UNITED STATES DISTRICT COURT, SOUTHERN DISTRICT OF NEW YORK


February 2, 1948

ANGLO-AMERICAN FUR MERCHANT CORPORATION
v.
UNITED STATES et al.

The opinion of the court was delivered by: RYAN

Libelant seeks to recover for damage to a cargo of 47 bales of pony skins shipped from Archangel, Russia, to New York.

On or about August 6, 1942, the cargo was laden aboard the S.S. Ironclad, owned by respondent, United States of America and operated under a general agency agreement by respondent, Waterman Steamship Agency, Ltd. A bill of lading was issued reciting that the goods were received aboard in apparent good order and condition. The shipment was consigned to Amtorg Trading Corporation of New York; libelant prior to delivery in New York became the owner of it.

The S.S. Ironclad put out to sea, encountered difficulties resulting in its stranding and put into the port of Moltovsk, Russia. Upon entering this port, the ship settled on the bottom of the harbor and was down by the stern.

 Commander J. H. Harshaw was the Assistant Naval Attache and U.S. War Shipping representative and was concerned with vessels of United States Registry in the vicinity of Archangel, including Molotovsk. His deposition discloses that he went aboard the S.S. Ironclad on several occasions while that vessel lay in the harbor of Molotovsk and that he found the shipment of skins, here involved, in good condition. His last inspection was at least a week before the goods were taken from the vessel.

 There is some proof that it was decided that the cargo aboard was to be removed and the ship sold to the Russian government.

 Commander Harshaw designated the S.S. Ralph Waldo Emerson, owned by respondent, United States of Maerica, and operated under a general agency agreement by the respondent, American President Lines, Ltd., as the vessel to carry the shipment to the United States.

 The skins were received on board the S.S. Emerson on February 3, 1943 and the bill of lading, a copy of which is annexed to the answer, bears the notation 'some of these packages in wet condition when shipped.' This bill of lading was not introduced in evidence.

 Respondents, referring to clause '10' of the Ironclad bill of lading, argue that the voyage of the Ironclad was abandoned, that the provisions of its bill of lading ceased to be effective and that the bill of lading of the S.S. Emerson governs the shipment. Clause '10' provides, in substance, that in the event the carrier is prevented from delivering the goods at the port of destination because of causes beyond its control, the carrier is to notify the shipper; that the shipper, if he then desires the goods to be delivered to the port of destination, must apply therefor in writing, and that the carrier, if able to comply with such request, shall forward the goods on another vessel under a new bill of lading.

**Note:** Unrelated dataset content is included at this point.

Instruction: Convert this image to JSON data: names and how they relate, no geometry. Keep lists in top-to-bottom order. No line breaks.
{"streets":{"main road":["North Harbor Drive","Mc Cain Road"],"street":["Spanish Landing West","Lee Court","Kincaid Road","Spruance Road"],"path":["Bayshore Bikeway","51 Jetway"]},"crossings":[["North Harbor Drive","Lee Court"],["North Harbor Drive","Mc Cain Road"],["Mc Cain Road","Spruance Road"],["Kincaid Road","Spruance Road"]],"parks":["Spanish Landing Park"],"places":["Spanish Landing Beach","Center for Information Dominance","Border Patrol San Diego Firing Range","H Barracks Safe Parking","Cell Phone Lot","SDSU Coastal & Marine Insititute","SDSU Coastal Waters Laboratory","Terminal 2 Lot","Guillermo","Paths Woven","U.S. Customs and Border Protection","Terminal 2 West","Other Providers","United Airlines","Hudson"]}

 This provision of the bill of lading did not come into operation. The conduct of the parties concerned with the vessel and its cargo does not indicate that they considered this provision as the guide for their actions.

 Under clause '23' of the Ironclad bill of lading, the carrier was at liberty to transship the cargo, if necessary, and the provisions of the bill of lading in that event were to remain in effect. But the Court does not conclude that its decision must rest upon a conclusion that the Ironclad bill of lading governed the shipment throughout the voyage to New York.

 The goods having been received aboard the Ironclad in apparent good order and condition it was the duty of the carrier to discharge the goods in like order unless it was excused by reason of the provisions of the Carriage of Goods by Sea Act, 46 U.S.C.A. ยง 1300 et seq., or by some other provision of law. The Vallescura, 293 U.S. 296, 305, 55 S. Ct. 194, 79 L. Ed. 373; The Schickshinny, D.C., 45 F.Supp. 813; The Mangalia, D.C., 69 F.Supp. 688. The evidence presented does not excuse or exonerate the carrier.

 Respondents contend that the goods were delivered to the shipper when they were removed from the Ironclad, but the evidence does not establish that the goods were delivered to the shipper either actually or constructively. From the testimony offered the court cannot infer that the skins became wet as a result of the acts of the shipper or its agents. Even assuming that the Ironclad bill of lading ceased to be effective when the goods were removed, respondents have not met the burden imposed upon them either to show that the goods were re-delivered to the shipper in good condition or to explain the cause of the damage.

 The evidence presented by respondents concerning the discharge of the shipment from the Ironclad consists of the deposition of Commander Harshaw. Much of his testimony is hearsay; he was not present at Molotovsk when the furs were transferred; and, as he was away and did not return until a week later he could not testify as to their condition when the goods were transshipped.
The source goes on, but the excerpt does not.